Saved entries

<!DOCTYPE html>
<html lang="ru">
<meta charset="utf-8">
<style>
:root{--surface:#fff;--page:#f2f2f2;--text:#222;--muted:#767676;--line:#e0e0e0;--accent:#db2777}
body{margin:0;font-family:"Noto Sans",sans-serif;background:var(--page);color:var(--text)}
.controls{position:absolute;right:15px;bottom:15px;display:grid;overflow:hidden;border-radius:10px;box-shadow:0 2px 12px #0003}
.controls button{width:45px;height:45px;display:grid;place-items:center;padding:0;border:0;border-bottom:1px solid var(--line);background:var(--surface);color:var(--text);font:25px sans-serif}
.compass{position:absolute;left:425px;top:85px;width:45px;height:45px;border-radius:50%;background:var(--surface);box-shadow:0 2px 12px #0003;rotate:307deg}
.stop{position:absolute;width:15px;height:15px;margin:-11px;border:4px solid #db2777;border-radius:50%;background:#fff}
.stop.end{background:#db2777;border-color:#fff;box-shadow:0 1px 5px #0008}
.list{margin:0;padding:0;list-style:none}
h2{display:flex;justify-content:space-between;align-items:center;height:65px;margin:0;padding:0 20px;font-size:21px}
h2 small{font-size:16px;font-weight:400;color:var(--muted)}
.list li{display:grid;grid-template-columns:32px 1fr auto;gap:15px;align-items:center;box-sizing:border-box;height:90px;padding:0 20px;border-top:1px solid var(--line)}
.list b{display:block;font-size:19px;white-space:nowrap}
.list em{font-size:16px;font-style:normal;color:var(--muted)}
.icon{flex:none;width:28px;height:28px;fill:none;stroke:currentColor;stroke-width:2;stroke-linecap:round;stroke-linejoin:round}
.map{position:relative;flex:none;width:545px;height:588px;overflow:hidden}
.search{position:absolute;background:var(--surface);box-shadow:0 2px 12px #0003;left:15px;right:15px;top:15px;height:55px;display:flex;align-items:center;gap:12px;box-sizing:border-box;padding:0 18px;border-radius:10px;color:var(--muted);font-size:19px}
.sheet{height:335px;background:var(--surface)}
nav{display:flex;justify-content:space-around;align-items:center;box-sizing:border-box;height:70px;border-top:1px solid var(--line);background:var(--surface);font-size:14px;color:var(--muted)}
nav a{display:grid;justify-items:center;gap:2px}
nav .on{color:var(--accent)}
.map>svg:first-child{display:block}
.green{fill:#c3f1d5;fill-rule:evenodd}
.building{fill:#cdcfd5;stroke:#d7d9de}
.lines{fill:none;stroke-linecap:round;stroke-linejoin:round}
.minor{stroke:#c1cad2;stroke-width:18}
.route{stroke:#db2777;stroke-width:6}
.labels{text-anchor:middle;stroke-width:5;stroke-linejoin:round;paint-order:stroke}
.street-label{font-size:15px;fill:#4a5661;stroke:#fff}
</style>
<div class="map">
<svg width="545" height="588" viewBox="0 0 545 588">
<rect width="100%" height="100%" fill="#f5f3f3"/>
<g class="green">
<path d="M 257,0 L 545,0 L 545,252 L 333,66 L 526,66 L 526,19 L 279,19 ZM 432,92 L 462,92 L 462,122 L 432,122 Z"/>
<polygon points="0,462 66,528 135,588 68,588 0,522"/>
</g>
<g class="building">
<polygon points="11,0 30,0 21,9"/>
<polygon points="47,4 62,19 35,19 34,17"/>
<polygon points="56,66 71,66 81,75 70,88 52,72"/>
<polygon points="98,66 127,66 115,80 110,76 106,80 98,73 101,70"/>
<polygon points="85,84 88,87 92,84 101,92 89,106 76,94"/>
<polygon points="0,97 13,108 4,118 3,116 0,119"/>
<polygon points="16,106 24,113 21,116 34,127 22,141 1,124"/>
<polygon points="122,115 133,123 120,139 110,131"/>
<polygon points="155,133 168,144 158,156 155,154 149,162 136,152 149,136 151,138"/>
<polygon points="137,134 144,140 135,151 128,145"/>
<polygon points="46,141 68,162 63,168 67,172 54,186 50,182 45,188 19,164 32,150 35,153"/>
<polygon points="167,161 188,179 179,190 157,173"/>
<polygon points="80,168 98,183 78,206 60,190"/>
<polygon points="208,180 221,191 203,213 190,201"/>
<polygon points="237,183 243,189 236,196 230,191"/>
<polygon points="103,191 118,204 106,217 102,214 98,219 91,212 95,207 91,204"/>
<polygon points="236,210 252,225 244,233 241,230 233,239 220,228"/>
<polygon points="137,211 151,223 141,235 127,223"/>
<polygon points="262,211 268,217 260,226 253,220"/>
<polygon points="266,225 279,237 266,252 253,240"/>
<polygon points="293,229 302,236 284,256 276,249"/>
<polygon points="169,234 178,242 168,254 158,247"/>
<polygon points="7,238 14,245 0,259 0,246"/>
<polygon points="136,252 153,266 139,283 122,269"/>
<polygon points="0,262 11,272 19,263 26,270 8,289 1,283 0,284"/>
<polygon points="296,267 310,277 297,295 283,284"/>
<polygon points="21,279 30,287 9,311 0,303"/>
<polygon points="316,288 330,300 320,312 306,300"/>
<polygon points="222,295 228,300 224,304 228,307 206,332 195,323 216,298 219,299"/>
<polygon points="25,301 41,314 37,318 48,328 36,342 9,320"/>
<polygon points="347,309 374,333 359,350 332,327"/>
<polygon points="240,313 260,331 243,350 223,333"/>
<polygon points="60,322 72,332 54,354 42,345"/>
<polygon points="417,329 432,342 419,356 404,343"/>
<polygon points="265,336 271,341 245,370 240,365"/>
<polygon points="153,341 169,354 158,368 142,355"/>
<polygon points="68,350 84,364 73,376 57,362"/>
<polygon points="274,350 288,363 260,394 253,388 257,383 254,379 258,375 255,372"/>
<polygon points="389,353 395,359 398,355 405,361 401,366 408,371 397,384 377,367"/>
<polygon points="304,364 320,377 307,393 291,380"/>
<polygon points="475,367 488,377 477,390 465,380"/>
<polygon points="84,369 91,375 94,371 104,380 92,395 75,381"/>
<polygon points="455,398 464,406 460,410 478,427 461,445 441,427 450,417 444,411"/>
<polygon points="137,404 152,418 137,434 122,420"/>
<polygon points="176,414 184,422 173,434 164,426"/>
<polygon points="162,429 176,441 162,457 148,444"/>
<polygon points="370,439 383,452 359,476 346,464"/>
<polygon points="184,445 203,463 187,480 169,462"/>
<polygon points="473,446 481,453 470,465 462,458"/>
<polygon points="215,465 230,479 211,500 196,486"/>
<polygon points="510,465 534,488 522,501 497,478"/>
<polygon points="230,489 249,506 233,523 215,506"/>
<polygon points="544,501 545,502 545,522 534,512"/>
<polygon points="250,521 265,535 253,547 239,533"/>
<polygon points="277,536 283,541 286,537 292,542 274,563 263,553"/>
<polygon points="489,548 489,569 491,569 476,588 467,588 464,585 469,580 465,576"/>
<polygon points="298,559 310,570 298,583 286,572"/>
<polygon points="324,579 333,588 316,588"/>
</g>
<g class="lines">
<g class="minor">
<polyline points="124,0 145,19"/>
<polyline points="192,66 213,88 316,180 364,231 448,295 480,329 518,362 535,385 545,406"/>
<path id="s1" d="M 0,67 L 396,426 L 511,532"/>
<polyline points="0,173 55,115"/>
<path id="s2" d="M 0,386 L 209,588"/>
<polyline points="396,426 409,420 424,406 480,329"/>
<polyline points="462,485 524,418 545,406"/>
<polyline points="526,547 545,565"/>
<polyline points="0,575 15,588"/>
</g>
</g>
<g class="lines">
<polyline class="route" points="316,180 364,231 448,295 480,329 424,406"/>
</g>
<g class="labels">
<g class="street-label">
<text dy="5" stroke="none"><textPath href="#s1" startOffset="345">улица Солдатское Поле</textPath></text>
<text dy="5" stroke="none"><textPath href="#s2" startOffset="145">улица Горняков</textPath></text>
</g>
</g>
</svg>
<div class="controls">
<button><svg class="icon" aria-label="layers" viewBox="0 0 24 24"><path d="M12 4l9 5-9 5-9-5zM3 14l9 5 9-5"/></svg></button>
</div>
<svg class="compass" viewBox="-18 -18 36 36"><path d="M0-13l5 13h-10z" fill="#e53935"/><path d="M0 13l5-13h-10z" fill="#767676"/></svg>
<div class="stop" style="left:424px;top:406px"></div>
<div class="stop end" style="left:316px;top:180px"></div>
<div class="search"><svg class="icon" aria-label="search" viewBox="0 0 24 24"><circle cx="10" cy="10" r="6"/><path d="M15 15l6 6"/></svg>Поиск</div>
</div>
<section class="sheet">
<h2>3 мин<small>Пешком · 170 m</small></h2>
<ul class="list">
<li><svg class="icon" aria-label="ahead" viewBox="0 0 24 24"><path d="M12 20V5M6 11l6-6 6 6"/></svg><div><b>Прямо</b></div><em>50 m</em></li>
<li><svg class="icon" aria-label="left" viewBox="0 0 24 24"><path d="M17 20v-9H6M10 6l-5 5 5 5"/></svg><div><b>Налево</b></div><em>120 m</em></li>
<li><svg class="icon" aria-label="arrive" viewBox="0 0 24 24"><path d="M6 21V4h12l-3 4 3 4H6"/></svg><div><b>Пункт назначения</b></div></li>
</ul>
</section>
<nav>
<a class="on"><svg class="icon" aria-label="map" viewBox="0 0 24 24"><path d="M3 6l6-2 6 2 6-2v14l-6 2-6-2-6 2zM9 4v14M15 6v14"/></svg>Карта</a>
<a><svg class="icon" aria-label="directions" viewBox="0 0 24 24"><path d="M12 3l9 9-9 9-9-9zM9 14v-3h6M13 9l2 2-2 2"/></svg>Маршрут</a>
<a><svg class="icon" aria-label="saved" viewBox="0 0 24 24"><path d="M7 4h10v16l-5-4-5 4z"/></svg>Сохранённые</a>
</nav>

» **Your goal**
Find every line of the data that includes the string "linecap". Copy each of those lines.

» **Your solution**
.icon{flex:none;width:28px;height:28px;fill:none;stroke:currentColor;stroke-width:2;stroke-linecap:round;stroke-linejoin:round}
.lines{fill:none;stroke-linecap:round;stroke-linejoin:round}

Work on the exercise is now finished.